The data below should be restated word for word, pictures omitted.

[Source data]
#####

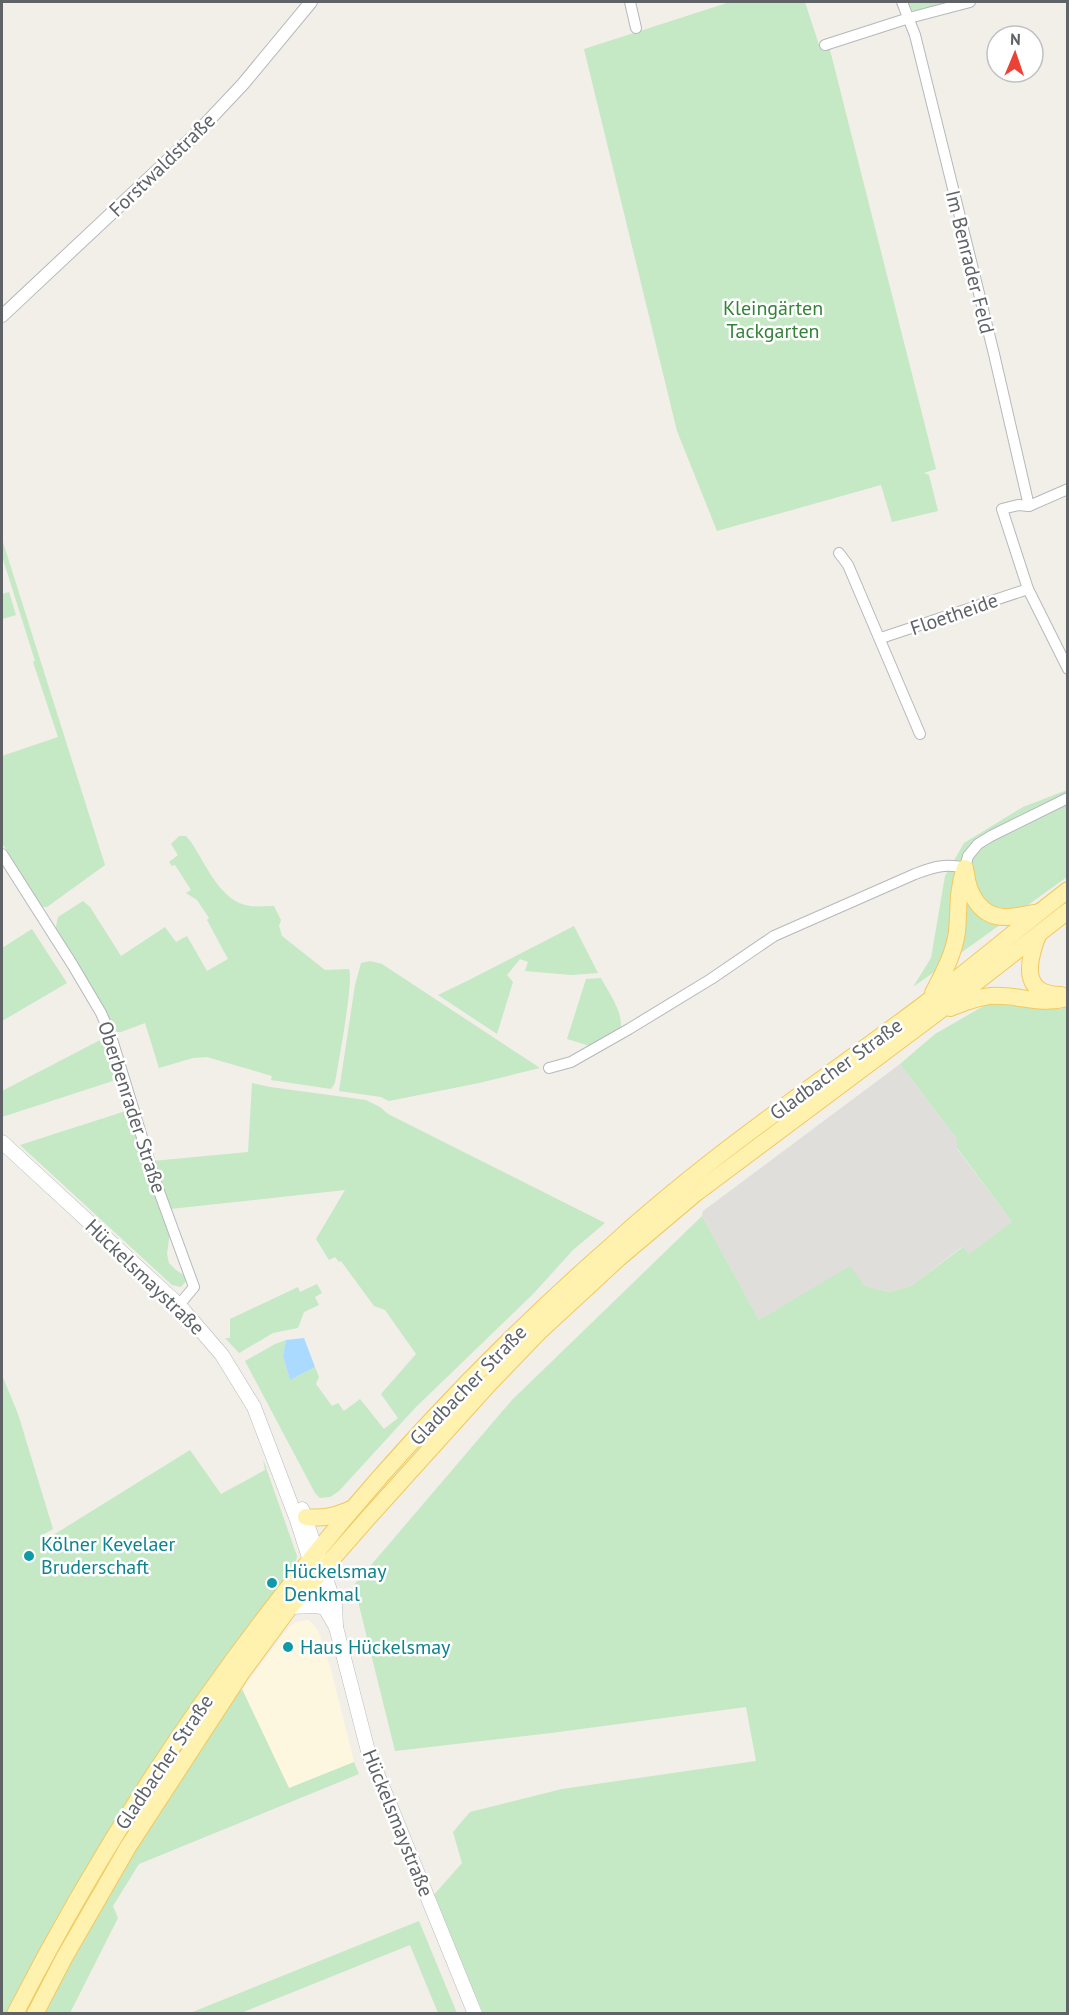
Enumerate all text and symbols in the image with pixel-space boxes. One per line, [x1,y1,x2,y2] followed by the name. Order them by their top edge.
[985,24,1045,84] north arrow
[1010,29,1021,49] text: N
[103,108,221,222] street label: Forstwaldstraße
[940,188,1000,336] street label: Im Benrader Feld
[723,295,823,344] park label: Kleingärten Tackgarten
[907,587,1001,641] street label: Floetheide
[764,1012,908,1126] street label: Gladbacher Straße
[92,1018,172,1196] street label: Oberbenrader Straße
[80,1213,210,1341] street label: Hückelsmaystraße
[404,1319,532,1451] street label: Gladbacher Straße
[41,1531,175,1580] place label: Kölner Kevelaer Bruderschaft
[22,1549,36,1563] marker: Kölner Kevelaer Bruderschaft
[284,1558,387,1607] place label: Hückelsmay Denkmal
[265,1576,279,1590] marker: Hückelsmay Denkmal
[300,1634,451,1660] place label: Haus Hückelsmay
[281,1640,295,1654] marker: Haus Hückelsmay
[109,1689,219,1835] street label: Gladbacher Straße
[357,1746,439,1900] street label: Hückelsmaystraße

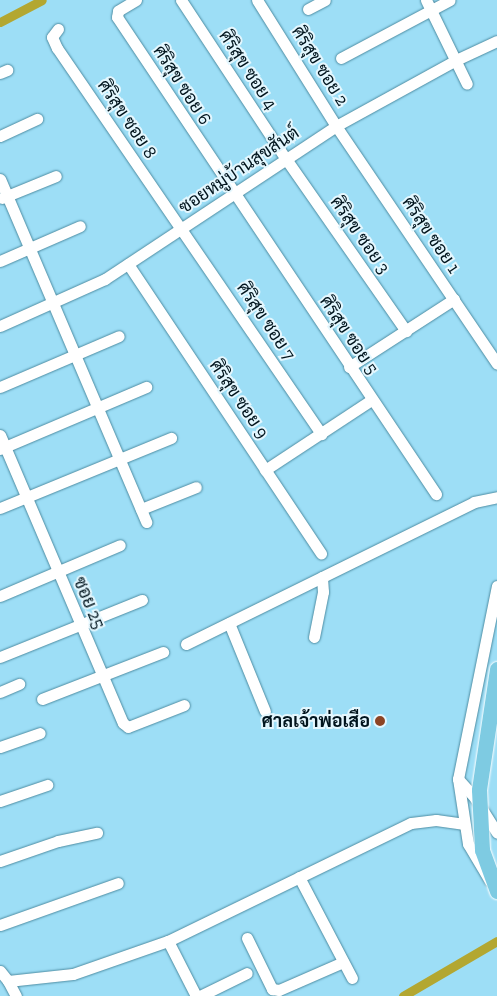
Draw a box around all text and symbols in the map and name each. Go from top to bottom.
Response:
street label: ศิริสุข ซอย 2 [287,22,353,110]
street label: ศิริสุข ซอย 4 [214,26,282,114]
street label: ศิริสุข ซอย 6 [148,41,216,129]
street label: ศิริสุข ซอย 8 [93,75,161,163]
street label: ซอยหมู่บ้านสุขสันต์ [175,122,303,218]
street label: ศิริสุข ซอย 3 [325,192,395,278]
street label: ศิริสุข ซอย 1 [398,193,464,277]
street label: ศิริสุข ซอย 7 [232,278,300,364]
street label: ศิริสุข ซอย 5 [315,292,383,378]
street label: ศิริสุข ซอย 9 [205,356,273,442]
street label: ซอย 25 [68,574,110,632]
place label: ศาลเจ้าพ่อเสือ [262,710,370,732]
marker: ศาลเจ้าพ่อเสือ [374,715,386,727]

#####

**TASK SOLUTION:**
Enumerate all text and symbols in the image with pixel-space boxes. One per line, [x1,y1,x2,y2] followed by the name. Order them by their top edge.
[985,24,1045,84] north arrow
[1010,29,1021,49] text: N
[103,108,221,222] street label: Forstwaldstraße
[940,188,1000,336] street label: Im Benrader Feld
[723,295,823,344] park label: Kleingärten Tackgarten
[907,587,1001,641] street label: Floetheide
[764,1012,908,1126] street label: Gladbacher Straße
[92,1018,172,1196] street label: Oberbenrader Straße
[80,1213,210,1341] street label: Hückelsmaystraße
[404,1319,532,1451] street label: Gladbacher Straße
[41,1531,175,1580] place label: Kölner Kevelaer Bruderschaft
[22,1549,36,1563] marker: Kölner Kevelaer Bruderschaft
[284,1558,387,1607] place label: Hückelsmay Denkmal
[265,1576,279,1590] marker: Hückelsmay Denkmal
[300,1634,451,1660] place label: Haus Hückelsmay
[281,1640,295,1654] marker: Haus Hückelsmay
[109,1689,219,1835] street label: Gladbacher Straße
[357,1746,439,1900] street label: Hückelsmaystraße

Draw a box around all text and symbols in the map and name each. Go from top to bottom.
Response:
street label: ศิริสุข ซอย 2 [287,22,353,110]
street label: ศิริสุข ซอย 4 [214,26,282,114]
street label: ศิริสุข ซอย 6 [148,41,216,129]
street label: ศิริสุข ซอย 8 [93,75,161,163]
street label: ซอยหมู่บ้านสุขสันต์ [175,122,303,218]
street label: ศิริสุข ซอย 3 [325,192,395,278]
street label: ศิริสุข ซอย 1 [398,193,464,277]
street label: ศิริสุข ซอย 7 [232,278,300,364]
street label: ศิริสุข ซอย 5 [315,292,383,378]
street label: ศิริสุข ซอย 9 [205,356,273,442]
street label: ซอย 25 [68,574,110,632]
place label: ศาลเจ้าพ่อเสือ [262,710,370,732]
marker: ศาลเจ้าพ่อเสือ [374,715,386,727]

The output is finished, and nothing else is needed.